Building this tested every assumption I had. Why, you ask?

• There are a dozen ways to solve this. How do we plan to store state?
• We have 7 SDKs to support (Python, JS/TS, Rust, C#, C++, Scala, Haskell). How do we make sure all SDKs have consistent interfaces and capabilities?
• Bots run in isolated container environments (Docker/Kubernetes). How do we make state and queries work seamlessly across both environments?
• Bots can be realtime or scheduled. How do we handle queries for bots that aren't always running?
• State sync and query handling shouldn't interfere with the bot's main execution or add significant overhead. How do we ensure this?
• Every bot has different domain logic. How do we provide a flexible framework that lets developers define their own state structures and query endpoints?

That was a mouthful. But after a lot of thinking, designing, iterating, and maybe a little crying, we came up with a solution that actually works. So crack a cold one, sit back, and let's dive into the implementation details of state and queries in the0 v1.3.2.

Architecture Shift

Right off the bat, we had to pivot hard. In 1.2.0, we ghosted the master-worker model, which honestly made our lives a hell of a lot easier in 1.3.2. Now we have a unified runtime. In Docker mode, every bot runs as an isolated container. In Kubernetes mode, every bot runs as a pod. (For the full runtime architecture breakdown, see the runtime docs.) But before starting work on state and queries, we needed to address the giant, steaming elephants in the room.

• Where will we be handling state storage?
• Where will we be handling queries?

At first glance, it might seem logical to handle it in the things controlling the bot's lifecycle. In Docker's case that would be in the bot-runner and bot-scheduler for realtime and scheduled bots respectively, and in Kubernetes case that would be in the bot-controller and bot-scheduler for realtime and scheduled bots respectively. However, this approach has several drawbacks.

1. Those components are primarily responsible for managing the bot's lifecycle and not cross-cutting concerns like state and queries. Adding state and query handling to these components would increase their complexity and make them harder to maintain. Literally, these components should only be concerned with starting, stopping, and monitoring bots. I wasn't about to violate single responsibility here.
2. These components are mission-critical and adding state and query handling could introduce performance bottlenecks especially at scale. Think about it: starting goroutines to handle state persistence and query handling for potentially thousands of bots. This could lead to resource contention and degrade the overall performance of the system. We can't have these components being bogged down by state and query handling. Honestly, these components should be as lightweight as possible to ensure they can handle the load of managing a large number of bots efficiently.
3. State and query handling are fundamentally different from each other and from bot lifecycle management. State management involves persisting and retrieving data, while query handling involves processing requests and returning results. Mixing these concerns in the same components would lead to a convoluted architecture that is hard to reason about.
4. State and queries only apply when the bot is running. If we handle state and queries in the bot lifecycle components, we would need to implement additional logic to ensure that state and query handling only occurs when the bot is active. This adds unnecessary complexity to these components. Trust me bro, these components are already complex enough as is, and this is after we removed the master-worker model.

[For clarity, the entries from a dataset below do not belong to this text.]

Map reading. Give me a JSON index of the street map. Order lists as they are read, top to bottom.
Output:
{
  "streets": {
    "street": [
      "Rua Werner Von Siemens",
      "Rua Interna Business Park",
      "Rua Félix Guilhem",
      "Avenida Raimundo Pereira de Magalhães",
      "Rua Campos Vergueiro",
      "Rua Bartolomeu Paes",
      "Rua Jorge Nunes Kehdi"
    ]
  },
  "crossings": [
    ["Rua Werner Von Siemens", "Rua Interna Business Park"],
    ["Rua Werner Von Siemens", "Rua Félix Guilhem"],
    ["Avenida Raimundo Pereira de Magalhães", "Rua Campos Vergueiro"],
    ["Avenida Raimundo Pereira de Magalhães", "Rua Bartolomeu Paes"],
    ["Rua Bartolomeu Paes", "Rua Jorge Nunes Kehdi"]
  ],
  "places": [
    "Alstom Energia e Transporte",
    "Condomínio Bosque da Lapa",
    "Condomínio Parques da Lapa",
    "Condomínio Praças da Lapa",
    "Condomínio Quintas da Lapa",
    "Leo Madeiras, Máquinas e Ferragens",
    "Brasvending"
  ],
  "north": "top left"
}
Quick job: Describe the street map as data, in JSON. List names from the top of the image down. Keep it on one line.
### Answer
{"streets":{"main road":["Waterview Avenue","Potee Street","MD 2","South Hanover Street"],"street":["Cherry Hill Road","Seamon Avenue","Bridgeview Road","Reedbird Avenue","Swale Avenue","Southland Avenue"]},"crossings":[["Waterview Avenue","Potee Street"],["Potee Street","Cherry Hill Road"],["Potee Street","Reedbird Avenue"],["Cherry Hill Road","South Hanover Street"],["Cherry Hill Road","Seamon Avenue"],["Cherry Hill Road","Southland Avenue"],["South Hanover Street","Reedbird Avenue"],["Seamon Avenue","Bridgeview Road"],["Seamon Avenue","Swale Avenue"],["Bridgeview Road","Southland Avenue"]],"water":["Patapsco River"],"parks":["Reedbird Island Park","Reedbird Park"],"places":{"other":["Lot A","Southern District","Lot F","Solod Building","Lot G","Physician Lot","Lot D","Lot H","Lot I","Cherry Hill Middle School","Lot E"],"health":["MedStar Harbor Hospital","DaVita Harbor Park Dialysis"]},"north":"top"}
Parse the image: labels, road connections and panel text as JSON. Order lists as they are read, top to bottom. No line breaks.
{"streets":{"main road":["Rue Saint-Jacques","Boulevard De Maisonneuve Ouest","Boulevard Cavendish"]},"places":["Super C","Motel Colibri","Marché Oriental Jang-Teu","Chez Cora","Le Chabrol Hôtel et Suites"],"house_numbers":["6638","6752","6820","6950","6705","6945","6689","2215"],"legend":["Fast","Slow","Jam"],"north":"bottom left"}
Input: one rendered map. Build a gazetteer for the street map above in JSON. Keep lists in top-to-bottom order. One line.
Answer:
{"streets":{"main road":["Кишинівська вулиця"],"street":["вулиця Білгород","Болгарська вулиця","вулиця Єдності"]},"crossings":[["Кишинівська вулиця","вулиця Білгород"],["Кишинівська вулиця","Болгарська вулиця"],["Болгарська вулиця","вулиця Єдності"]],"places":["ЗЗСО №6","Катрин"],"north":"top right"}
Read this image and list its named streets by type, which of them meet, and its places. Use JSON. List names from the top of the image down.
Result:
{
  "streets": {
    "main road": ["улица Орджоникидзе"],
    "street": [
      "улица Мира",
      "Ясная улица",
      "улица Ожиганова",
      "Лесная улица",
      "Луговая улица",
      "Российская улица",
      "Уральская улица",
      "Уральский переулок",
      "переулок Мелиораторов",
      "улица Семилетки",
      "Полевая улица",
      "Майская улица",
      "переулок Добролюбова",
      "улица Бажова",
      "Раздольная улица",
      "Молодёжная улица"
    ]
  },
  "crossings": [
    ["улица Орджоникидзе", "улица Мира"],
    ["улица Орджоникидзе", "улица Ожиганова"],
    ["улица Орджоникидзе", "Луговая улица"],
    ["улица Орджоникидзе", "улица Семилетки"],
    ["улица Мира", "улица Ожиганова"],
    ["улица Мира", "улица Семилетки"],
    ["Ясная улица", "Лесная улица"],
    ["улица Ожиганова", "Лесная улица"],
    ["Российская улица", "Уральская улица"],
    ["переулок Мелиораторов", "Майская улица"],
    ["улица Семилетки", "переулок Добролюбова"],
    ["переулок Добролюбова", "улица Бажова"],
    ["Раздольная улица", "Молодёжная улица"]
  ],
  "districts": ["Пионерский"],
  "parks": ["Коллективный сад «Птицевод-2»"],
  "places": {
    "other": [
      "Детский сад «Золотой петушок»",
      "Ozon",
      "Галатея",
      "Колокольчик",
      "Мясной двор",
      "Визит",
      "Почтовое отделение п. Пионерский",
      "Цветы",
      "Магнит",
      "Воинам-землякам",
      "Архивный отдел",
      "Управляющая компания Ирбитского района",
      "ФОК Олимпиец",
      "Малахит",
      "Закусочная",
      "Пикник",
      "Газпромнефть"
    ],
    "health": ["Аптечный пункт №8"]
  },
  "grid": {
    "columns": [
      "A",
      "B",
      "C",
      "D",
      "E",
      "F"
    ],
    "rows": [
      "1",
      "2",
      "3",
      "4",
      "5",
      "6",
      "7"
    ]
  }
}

These and a slew of other reasons I can't be bothered to type out made it clear that we needed to handle state and queries within the bot itself. This way, we can ensure that state and query handling is tightly coupled with the bot's execution context, allowing for more efficient and effective management of these concerns. We already had a cross-cutting concern being handled in those components—logging—and honestly, that was a nightmare to maintain.

Enter the Daemon

So how do we handle state? Oh, and by state, I just don't mean variables, I mean ANY arbitrary form of data. It could be a simple integer or maybe a pickled sklearn model or any odd file you want to store. We don't want to limit developers to just data structures. If a developer wants to store a whole SQLite database as state, they should be able to do that. If they want to store a trained ML model as state, they should be able to do that too. State is ANY arbitrary data the developer wants to store. It's a concept not a specific data structure or storage format. Given this, we need to understand the locality of state. State is local to the bot. Each bot has its own state that is independent of other bots. This means that we need to handle state storage and retrieval within the bot's execution context. NOT in some external component managing the bot's lifecycle.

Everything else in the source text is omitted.